Open zhenghh04 opened 9 months ago
@hariharan-devarajan could you take a look whether this is good to include?
I think it is good but the only concern I have that in PyTorch data loaders, Interable input pipelines are less parallelizable than indexed. We can probably convert this into a indexed pipeline
We can use get_object and put_object To build our own pipeline and compare against a iterable version using our native data loader implementations.
FWIW, I have had S3 working for a while now with torch in my test setup, but I used a different method. My task was to get DAOS working with fsspec so that DAOS pathnames can be used with DLIO without requiring the dfuse layer. I modified the readers and generators to open files with fsspec rather than with (kernel-only) pathnames, then everything else after that works the same, but now I can provide paths like s3:://my-bucket/my-file and daos::/my-pool/my-cont/my-file and use them with DLIO. There are lots of other backends available with fsspec besides S3 and DAOS (and posix files) that would automatically work with DLIO.
@krehm would you mind sending a PR?
See the following, it is a bit out of date, but should give you the idea.
@zhenghh04 I have seen this PR, I think, we should create a PR and then I can take a look at it.
From my memory, the main thing is that our storage interface is a little weird right now.

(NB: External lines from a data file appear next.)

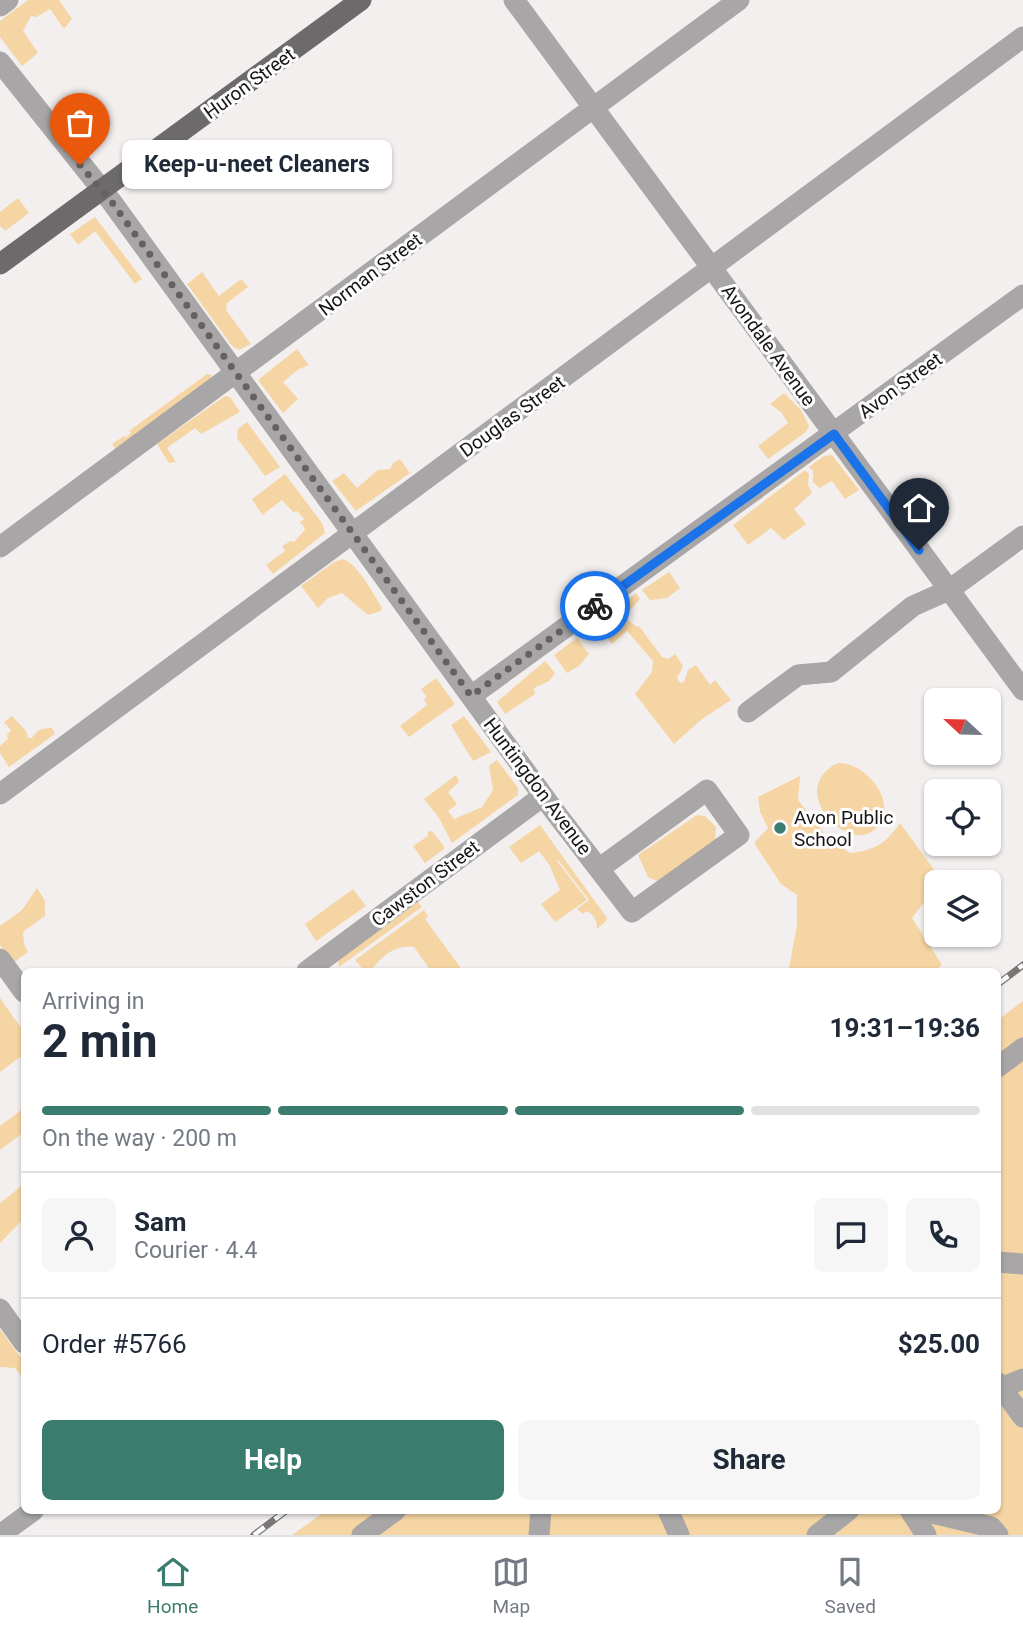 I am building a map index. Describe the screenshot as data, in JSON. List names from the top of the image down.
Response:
{
  "streets": {
    "main road": ["Huron Street"],
    "street": [
      "Norman Street",
      "Avondale Avenue",
      "Avon Street",
      "Douglas Street",
      "Huntingdon Avenue",
      "Cawston Street"
    ]
  },
  "crossings": [
    ["Huron Street", "Huntingdon Avenue"],
    ["Norman Street", "Avondale Avenue"],
    ["Norman Street", "Huntingdon Avenue"],
    ["Avondale Avenue", "Avon Street"],
    ["Avondale Avenue", "Douglas Street"],
    ["Avon Street", "Huntingdon Avenue"],
    ["Douglas Street", "Huntingdon Avenue"],
    ["Huntingdon Avenue", "Cawston Street"]
  ],
  "places": ["Keep-u-neet Cleaners", "Avon Public School"],
  "north": "left",
  "page": {
    "bubble": "Keep-u-neet Cleaners",
    "heading": ["2 min", "Arriving in", "19:31–19:36"],
    "panel": [
      "Sam",
      "Courier · 4.4",
      "Order #5766",
      "$25.00"
    ],
    "bar": "On the way · 200 m",
    "buttons": ["Help", "Share"],
    "tabs": ["Home", "Map", "Saved"]
  }
} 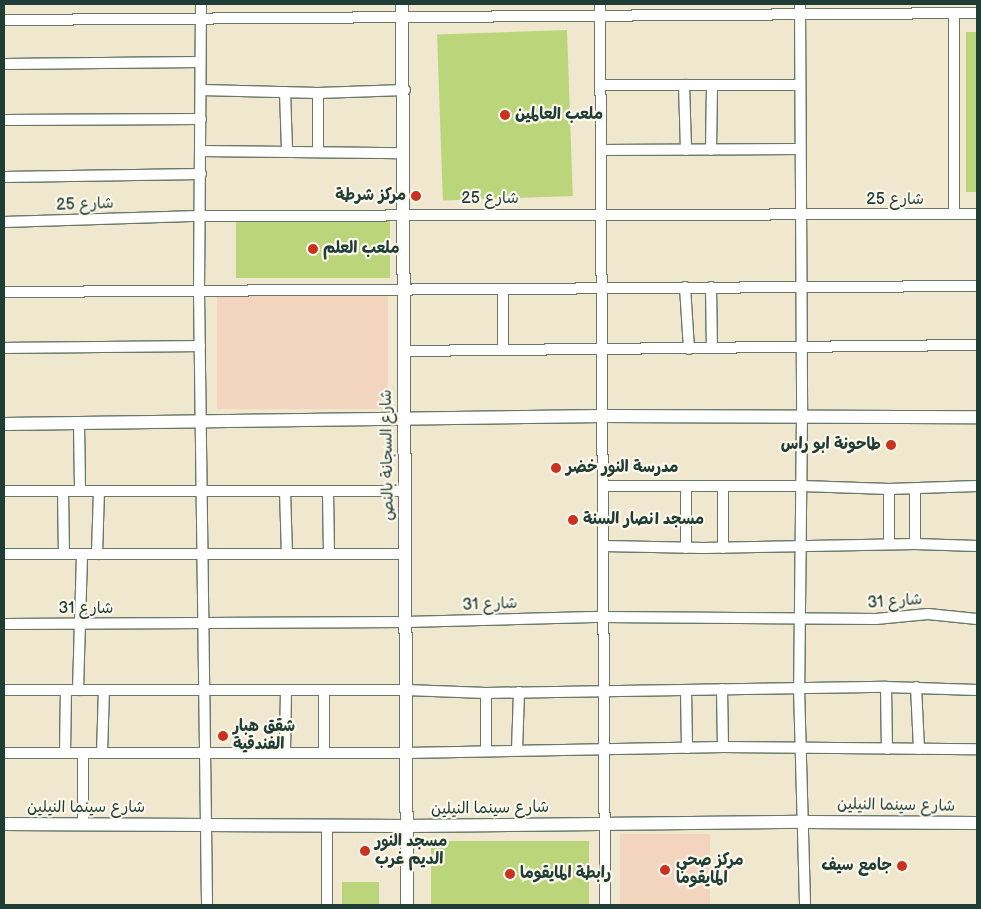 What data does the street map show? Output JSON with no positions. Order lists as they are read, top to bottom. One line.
{"streets":{"street":["شارع 25","شارع السجانة بالنص","شارع 31","شارع سينما النيلين"]},"crossings":[["شارع 25","شارع السجانة بالنص"],["شارع السجانة بالنص","شارع 31"],["شارع السجانة بالنص","شارع سينما النيلين"]],"places":["ملعب العالمين","مركز شرطة","ملعب العلم","طاحونة ابو راس","مدرسة النور خضر","مسجد انصار السنة","شقق هبار الفندقية","مسجد النور الديم غرب","جامع سيف","مركز صحي المايقوما","رابطة المايقوما"]} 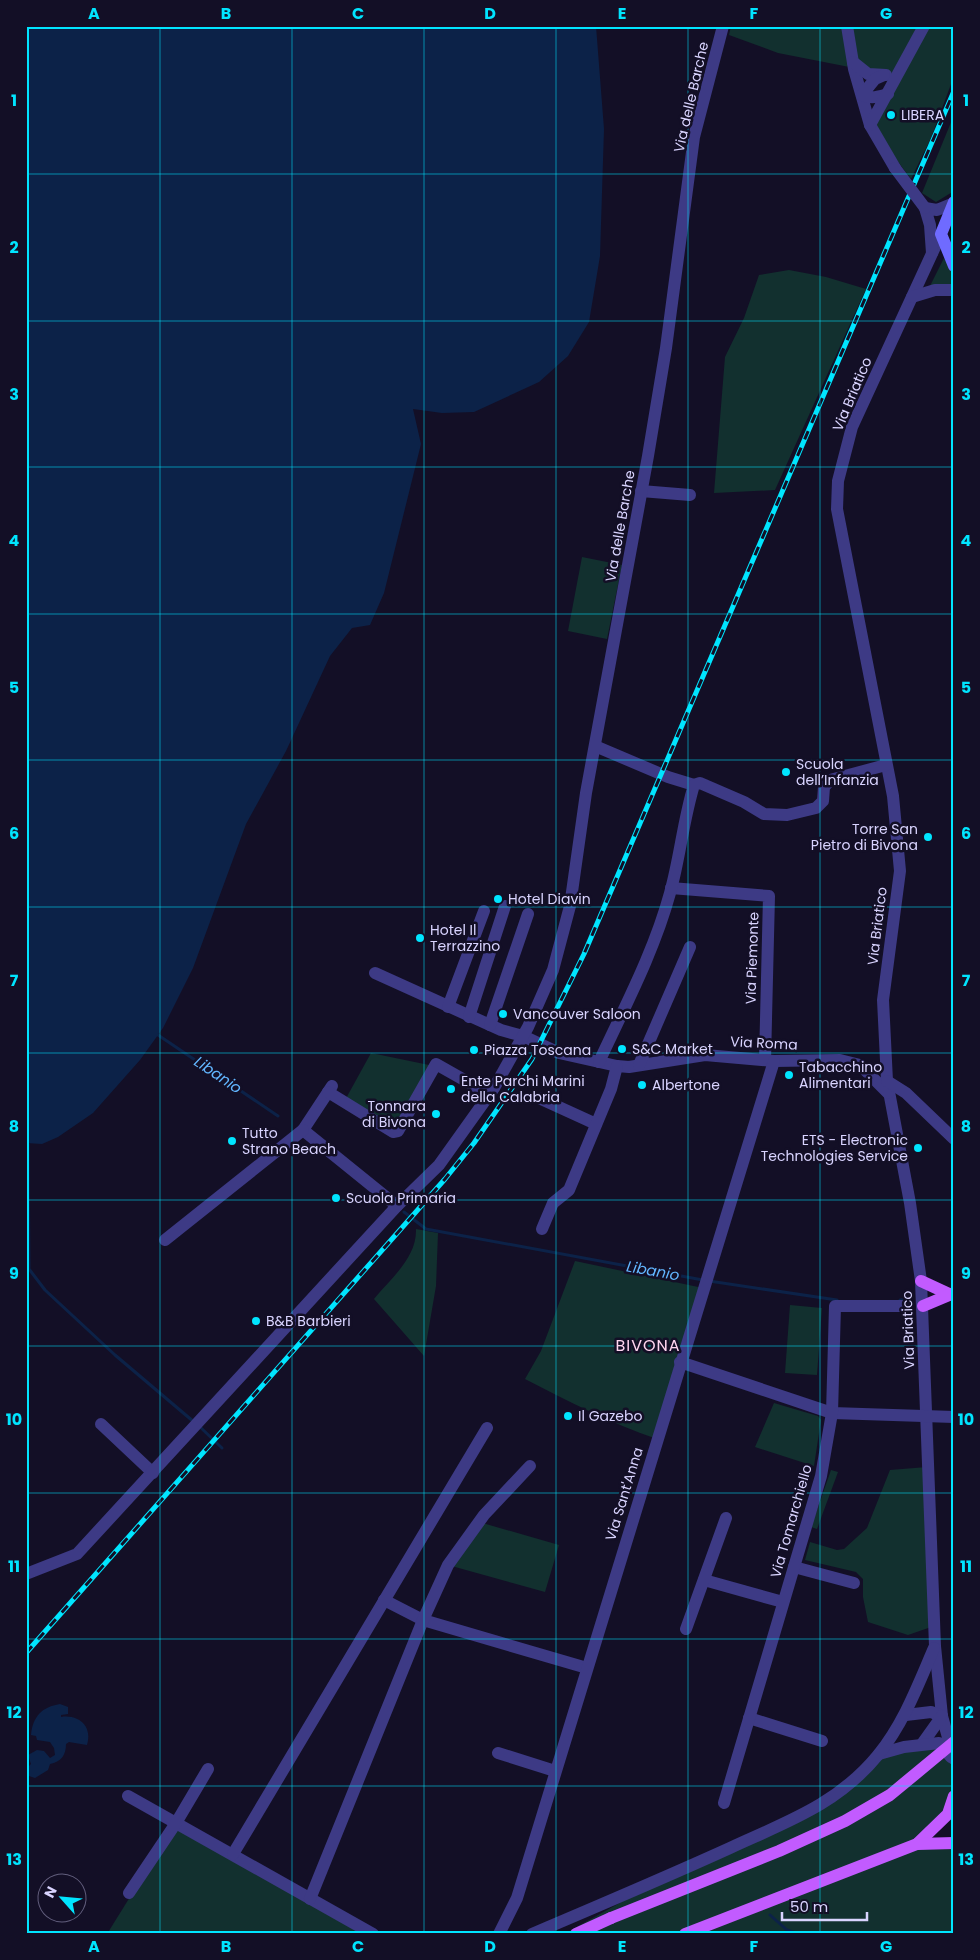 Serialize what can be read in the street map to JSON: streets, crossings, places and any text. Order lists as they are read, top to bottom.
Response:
{
  "streets": {
    "street": [
      "Via delle Barche",
      "Via Briatico",
      "Via Piemonte",
      "Via Roma",
      "Via Sant'Anna",
      "Via Tomarchiello"
    ]
  },
  "crossings": [
    ["Via delle Barche", "Via Roma"],
    ["Via Briatico", "Via Roma"],
    ["Via Piemonte", "Via Roma"],
    ["Via Piemonte", "Via Sant'Anna"],
    ["Via Roma", "Via Sant'Anna"]
  ],
  "districts": ["BIVONA"],
  "water": ["Libanio"],
  "places": [
    "LIBERA",
    "Scuola dell’Infanzia",
    "Torre San Pietro di Bivona",
    "Hotel Diavin",
    "Hotel Il Terrazzino",
    "Vancouver Saloon",
    "S&C Market",
    "Piazza Toscana",
    "Tabacchino Alimentari",
    "Albertone",
    "Ente Parchi Marini della Calabria",
    "Tonnara di Bivona",
    "Tutto Strano Beach",
    "ETS - Electronic Technologies Service",
    "Scuola Primaria",
    "B&B Barbieri",
    "Il Gazebo"
  ],
  "scale_bar": "50 m",
  "north": "top left",
  "grid": {
    "columns": [
      "A",
      "B",
      "C",
      "D",
      "E",
      "F",
      "G"
    ],
    "rows": [
      "1",
      "2",
      "3",
      "4",
      "5",
      "6",
      "7",
      "8",
      "9",
      "10",
      "11",
      "12",
      "13"
    ]
  }
}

Ideally all I/O should happen through storage interface and the storage interface should support fsspec for different options of backends.
But I am on-board with the fsspec approach for sure.
I will work on cleaning up the code and making a PR, seems to me that there were a couple of loose ends when I last tested with it, I need to dust off my notes. Note also that I will be in a car Wednesday through Friday, so I will be unresponsive until early next week.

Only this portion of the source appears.